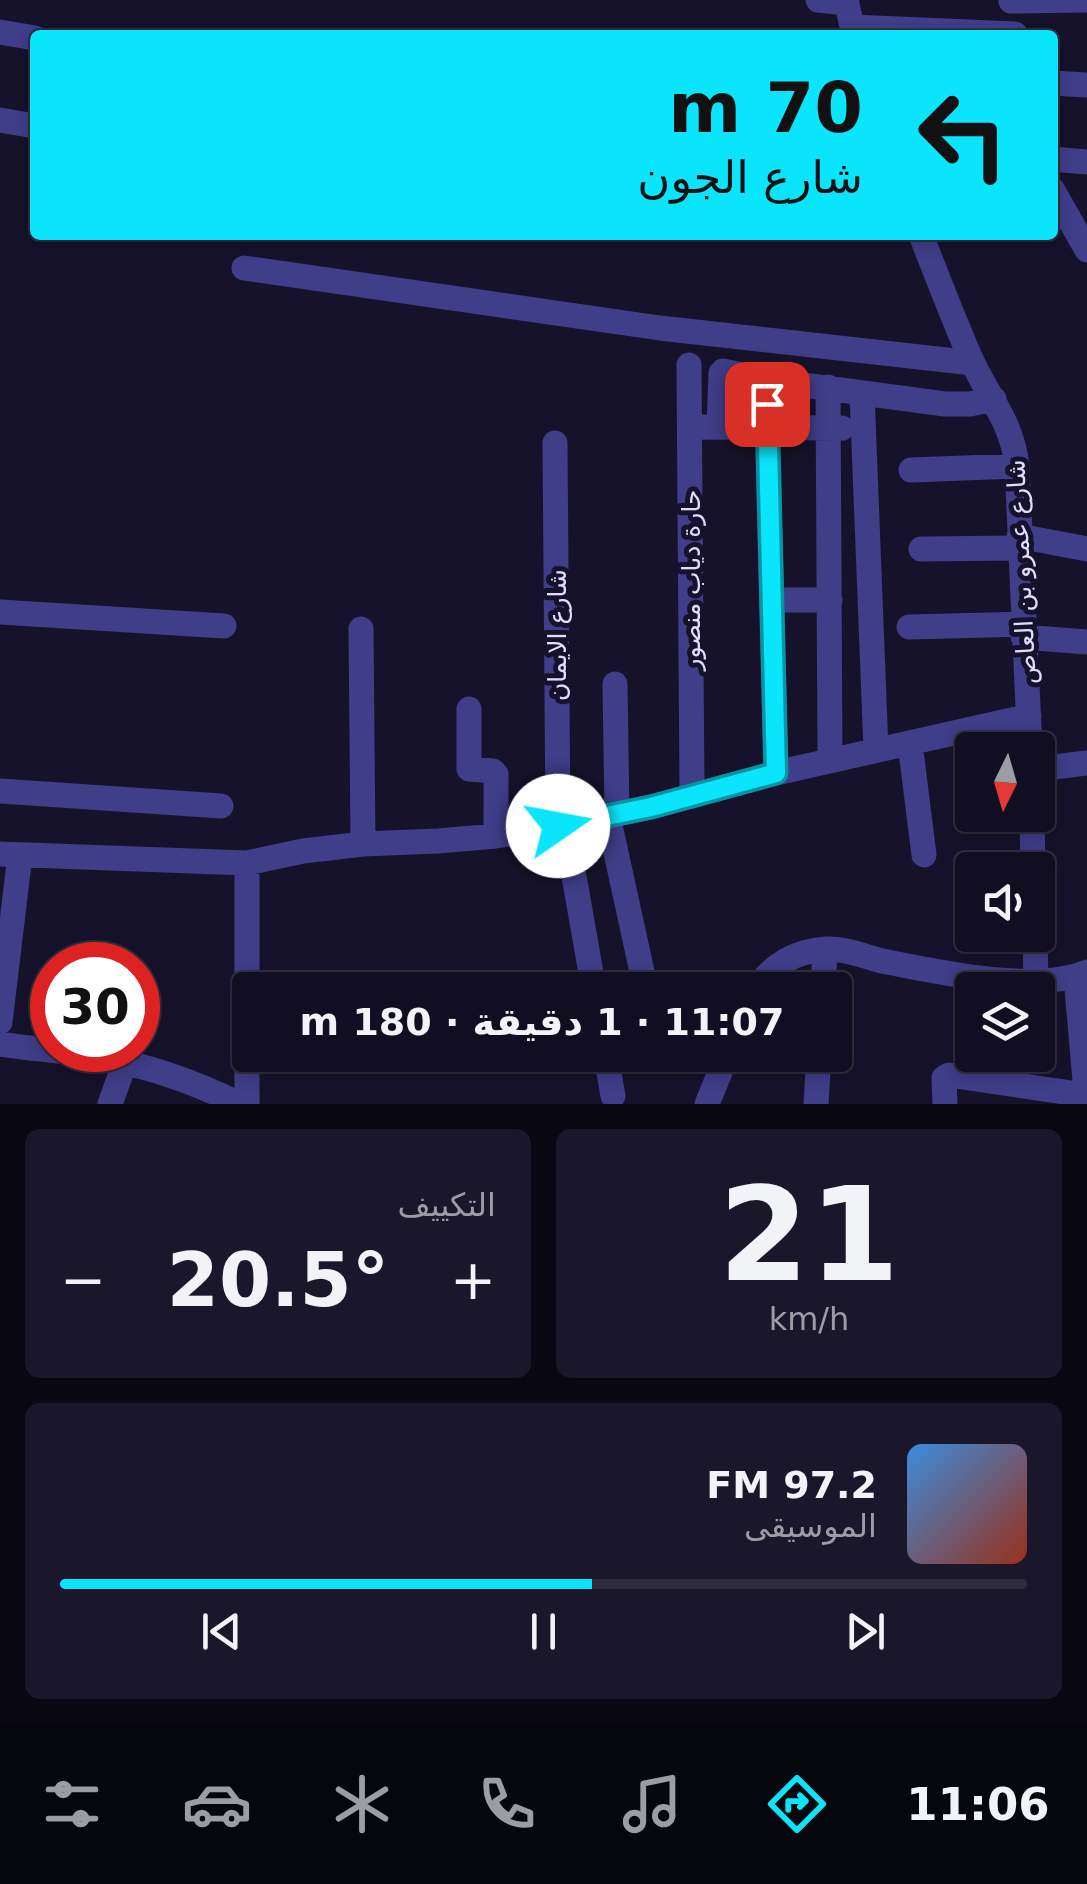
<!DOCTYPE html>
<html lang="ar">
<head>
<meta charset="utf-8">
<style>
	body { margin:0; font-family:"DejaVu Sans","Noto Naskh Arabic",sans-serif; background:#191729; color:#f1f3f6; direction:rtl; height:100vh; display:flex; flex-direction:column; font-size:38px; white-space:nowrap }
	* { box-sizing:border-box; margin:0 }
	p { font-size:32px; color:#9c9ca5 }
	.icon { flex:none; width:55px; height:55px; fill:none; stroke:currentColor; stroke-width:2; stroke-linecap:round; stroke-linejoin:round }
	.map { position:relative; height:1104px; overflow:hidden; direction:ltr }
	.details { display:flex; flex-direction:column; gap:25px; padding:25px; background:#090812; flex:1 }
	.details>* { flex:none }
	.top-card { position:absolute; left:30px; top:30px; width:1028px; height:210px; border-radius:10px; box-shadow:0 5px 15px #0003,0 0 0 2px #302e3e; direction:rtl; background:#0be5fc; color:#111; overflow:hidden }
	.needle { width:65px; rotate:185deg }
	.buttons { position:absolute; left:955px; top:732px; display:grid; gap:20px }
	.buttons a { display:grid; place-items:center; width:100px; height:100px; border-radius:10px; background:#100e20; box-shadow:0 5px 15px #0003,0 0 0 2px #302e3e; font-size:50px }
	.speed { position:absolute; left:30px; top:942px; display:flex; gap:20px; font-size:50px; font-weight:700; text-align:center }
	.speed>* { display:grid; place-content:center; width:130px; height:130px; border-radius:50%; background:#100e20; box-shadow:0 5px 15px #0003,0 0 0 2px #302e3e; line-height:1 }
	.speed .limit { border:15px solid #d22; background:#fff; color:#111 }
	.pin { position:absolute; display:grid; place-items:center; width:85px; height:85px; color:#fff; margin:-42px; border-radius:20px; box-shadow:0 5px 15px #0006 }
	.me { position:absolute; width:110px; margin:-55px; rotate:78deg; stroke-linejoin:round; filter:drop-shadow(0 0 8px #0008) }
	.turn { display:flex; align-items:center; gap:35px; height:210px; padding:0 30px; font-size:45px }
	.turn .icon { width:130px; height:130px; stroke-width:2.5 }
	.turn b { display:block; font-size:70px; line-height:85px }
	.big { font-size:75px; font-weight:800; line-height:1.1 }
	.details .card { flex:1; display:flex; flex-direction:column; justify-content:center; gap:15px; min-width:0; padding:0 35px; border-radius:15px; background:#191729 }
	.details .dial { align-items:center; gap:0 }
	.dial b { font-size:130px; line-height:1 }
	.song { display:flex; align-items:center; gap:30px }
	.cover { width:120px; height:120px; border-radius:15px; background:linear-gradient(135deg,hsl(210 70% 55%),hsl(10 70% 35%)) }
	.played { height:10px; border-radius:5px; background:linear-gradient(90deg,#0be5fc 55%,#302e3e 55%) }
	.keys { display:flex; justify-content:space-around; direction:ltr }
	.heat { display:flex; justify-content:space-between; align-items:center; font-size:55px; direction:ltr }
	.details .tiles { flex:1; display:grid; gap:25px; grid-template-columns:1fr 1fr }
	.card:last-child { grid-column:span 2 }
	.trip { position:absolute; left:232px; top:972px; width:620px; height:100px; border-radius:10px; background:#100e20; box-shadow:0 5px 15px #0003,0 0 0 2px #302e3e; font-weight:800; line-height:100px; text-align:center; direction:rtl }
	.menu { display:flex; height:160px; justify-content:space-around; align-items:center; background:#06060d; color:#9c9ca5 }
	.menu .icon { width:70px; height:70px }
	.menu .on { color:#0be5fc }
	.menu b { font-size:45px; color:#f1f3f6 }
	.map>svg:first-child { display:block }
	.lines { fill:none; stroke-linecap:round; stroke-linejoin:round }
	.minor { stroke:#403d89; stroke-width:25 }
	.route-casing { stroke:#0795a4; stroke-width:25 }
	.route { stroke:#0be5fc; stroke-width:18 }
	.labels { text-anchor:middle; stroke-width:10; stroke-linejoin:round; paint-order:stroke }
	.street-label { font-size:25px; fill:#e0dcff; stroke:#16122b }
</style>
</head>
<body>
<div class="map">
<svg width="1087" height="1104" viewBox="0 0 1087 1104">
	<rect width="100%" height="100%" fill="#16122b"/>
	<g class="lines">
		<!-- minor -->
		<path class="minor" d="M 818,0 L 847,3
			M 846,0 L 854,35
			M 1011,1 L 1087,0
			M 852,27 L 1015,34
			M 0,32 L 35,38
			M 1052,83 L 1087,85
			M 0,120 L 35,126
			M 1052,159 L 1087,162
			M 1052,189 L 1087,250
			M 921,235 C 937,276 953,318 971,359 C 988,397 1012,421 1017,466 L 1030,750
			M 244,268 L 660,328 L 973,363
			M 689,365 L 692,796
			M 766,380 L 776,773
			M 828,387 L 830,760
			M 862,393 L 876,750
			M 702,427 L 842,428
			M 719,427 L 721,373 L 723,371 L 766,380 L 945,404 L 970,404 L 994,399
			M 555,443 L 558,826
			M 911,470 L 1017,466
			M 1019,536 L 1087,549
			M 921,549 L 1020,548
			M 772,600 L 830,600
			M 0,612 L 224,626
			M 909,627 L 1023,624
			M 361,629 L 363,844
			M 1023,637 L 1087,642
			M 615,684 L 617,814
			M 469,709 L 469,769 L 493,771 L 496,774 L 496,836
			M 910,743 L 924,855
			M 1038,769 L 1087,763
			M 0,791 L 221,806
			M 1032,815 L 1033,870
			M 608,816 L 646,990
			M 565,825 L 594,990
			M 0,854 L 247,863 L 303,851 L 363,844 L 438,841 L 496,836 L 558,826 L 651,807 L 776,773 L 1029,716
			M 247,863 L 247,1104
			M 1035,935 L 1036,982
			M 1076,977 L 1087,1104
			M 756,990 C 771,965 796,951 826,949 C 846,948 868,958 887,962 C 942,973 1035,993 1087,972
			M 823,990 L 825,949
			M 0,1022 L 20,855
			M 0,1044 C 33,1049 67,1051 100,1057 C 149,1066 195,1082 239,1104
			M 606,1055 L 613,1096
			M 110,1104 L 125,1062
			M 707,1104 L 727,1055
			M 816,1104 L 819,1055
			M 945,1104 L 944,1078 L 949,1075 L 1085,1095"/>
	</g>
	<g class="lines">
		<!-- route casing -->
		<g class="route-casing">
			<path id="route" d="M 558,826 L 651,807 L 776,773 L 767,404"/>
		</g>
		<!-- route -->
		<use href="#route" class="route"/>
	</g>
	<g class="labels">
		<!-- street labels -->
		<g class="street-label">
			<text transform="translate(1021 572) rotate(-93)" y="9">شارع عمرو بن العاص</text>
			<text transform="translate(691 580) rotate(-90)" y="9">حارة دياب منصور</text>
			<text transform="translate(557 635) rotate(-90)" y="9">شارع الايمان</text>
		</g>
	</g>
</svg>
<div class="buttons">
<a><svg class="needle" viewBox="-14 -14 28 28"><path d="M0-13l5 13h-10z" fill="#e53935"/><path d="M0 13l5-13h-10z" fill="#9c9ca5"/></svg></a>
<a><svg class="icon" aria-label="sound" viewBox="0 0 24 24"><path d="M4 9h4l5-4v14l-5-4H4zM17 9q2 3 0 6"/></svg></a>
<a><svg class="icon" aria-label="layers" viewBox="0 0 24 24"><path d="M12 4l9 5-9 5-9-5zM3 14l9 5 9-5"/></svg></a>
</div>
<div class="speed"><div class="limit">30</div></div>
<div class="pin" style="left:767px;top:404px;background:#d93025"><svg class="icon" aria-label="arrive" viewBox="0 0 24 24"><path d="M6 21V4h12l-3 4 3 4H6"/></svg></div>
<svg class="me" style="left:558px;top:826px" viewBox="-20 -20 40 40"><circle r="19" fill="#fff"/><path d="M0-13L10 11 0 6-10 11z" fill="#0be5fc"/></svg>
<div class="trip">11:07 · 1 دقيقة · 180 m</div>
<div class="top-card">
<div class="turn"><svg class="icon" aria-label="left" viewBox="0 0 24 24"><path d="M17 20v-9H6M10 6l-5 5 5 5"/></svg><div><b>70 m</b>شارع الجون</div></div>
</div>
</div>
<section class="details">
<div class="tiles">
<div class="card dial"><b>21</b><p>km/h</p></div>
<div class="card"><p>التكييف</p>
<div class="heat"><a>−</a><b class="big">20.5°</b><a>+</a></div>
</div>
<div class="card">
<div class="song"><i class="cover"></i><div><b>97.2 FM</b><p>الموسيقى</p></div></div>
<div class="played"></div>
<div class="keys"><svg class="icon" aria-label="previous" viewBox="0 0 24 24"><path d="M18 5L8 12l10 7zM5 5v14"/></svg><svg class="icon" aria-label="pause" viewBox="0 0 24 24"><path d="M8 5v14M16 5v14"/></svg><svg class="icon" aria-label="next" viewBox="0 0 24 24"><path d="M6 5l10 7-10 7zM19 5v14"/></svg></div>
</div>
</div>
</section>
<nav class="menu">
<b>11:06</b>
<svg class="icon on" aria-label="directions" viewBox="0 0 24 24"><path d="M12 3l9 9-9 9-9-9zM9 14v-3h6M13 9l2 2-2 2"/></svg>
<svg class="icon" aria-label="music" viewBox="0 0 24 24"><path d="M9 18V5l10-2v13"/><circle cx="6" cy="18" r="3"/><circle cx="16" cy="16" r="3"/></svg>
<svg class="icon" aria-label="phone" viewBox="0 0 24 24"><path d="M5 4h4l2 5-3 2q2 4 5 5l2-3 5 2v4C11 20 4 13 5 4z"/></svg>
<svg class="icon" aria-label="climate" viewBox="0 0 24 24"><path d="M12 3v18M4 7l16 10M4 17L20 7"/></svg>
<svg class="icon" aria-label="car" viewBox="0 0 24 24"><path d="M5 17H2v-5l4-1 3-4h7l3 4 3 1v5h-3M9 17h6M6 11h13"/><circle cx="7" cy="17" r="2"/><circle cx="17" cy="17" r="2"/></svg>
<svg class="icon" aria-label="filters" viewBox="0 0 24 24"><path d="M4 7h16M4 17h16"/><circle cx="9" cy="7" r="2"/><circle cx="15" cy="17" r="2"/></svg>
</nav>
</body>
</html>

Problem to work on: Write only the number of lines above that contain "speed".

Expected output: 4